Your task -> Please print the entries exactly, omitting each image.
========================================================================
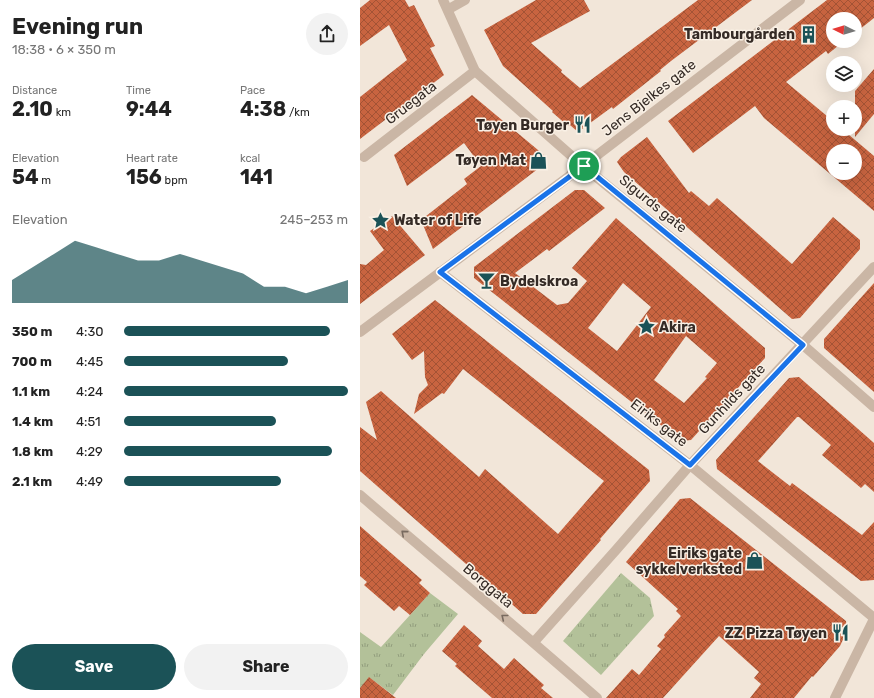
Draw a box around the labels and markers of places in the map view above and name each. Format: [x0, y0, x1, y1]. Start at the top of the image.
building icon: Tambourgården [798, 24, 818, 44]
place label: Tambourgården [684, 26, 795, 43]
restaurant icon: Tøyen Burger [572, 115, 592, 135]
place label: Tøyen Burger [476, 117, 570, 134]
pin [567, 149, 601, 183]
shop icon: Tøyen Mat [529, 150, 549, 170]
place label: Tøyen Mat [455, 152, 526, 169]
place icon: Water of Life [371, 210, 391, 230]
place label: Water of Life [394, 212, 482, 229]
bar icon: Bydelskroa [477, 271, 497, 291]
place label: Bydelskroa [500, 273, 578, 290]
place icon: Akira [636, 317, 656, 337]
place label: Akira [659, 319, 696, 336]
place label: Eiriks gate sykkelverksted [636, 545, 742, 578]
shop icon: Eiriks gate sykkelverksted [745, 551, 765, 571]
restaurant icon: ZZ Pizza Tøyen [830, 623, 850, 643]
place label: ZZ Pizza Tøyen [725, 625, 827, 642]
========================================================================
Response for this exercise ->
Draw a box around the labels and markers of places in the map view above and name each. Format: [x0, y0, x1, y1]. Start at the top of the image.
building icon: Tambourgården [798, 24, 818, 44]
place label: Tambourgården [684, 26, 795, 43]
restaurant icon: Tøyen Burger [572, 115, 592, 135]
place label: Tøyen Burger [476, 117, 570, 134]
pin [567, 149, 601, 183]
shop icon: Tøyen Mat [529, 150, 549, 170]
place label: Tøyen Mat [455, 152, 526, 169]
place icon: Water of Life [371, 210, 391, 230]
place label: Water of Life [394, 212, 482, 229]
bar icon: Bydelskroa [477, 271, 497, 291]
place label: Bydelskroa [500, 273, 578, 290]
place icon: Akira [636, 317, 656, 337]
place label: Akira [659, 319, 696, 336]
place label: Eiriks gate sykkelverksted [636, 545, 742, 578]
shop icon: Eiriks gate sykkelverksted [745, 551, 765, 571]
restaurant icon: ZZ Pizza Tøyen [830, 623, 850, 643]
place label: ZZ Pizza Tøyen [725, 625, 827, 642]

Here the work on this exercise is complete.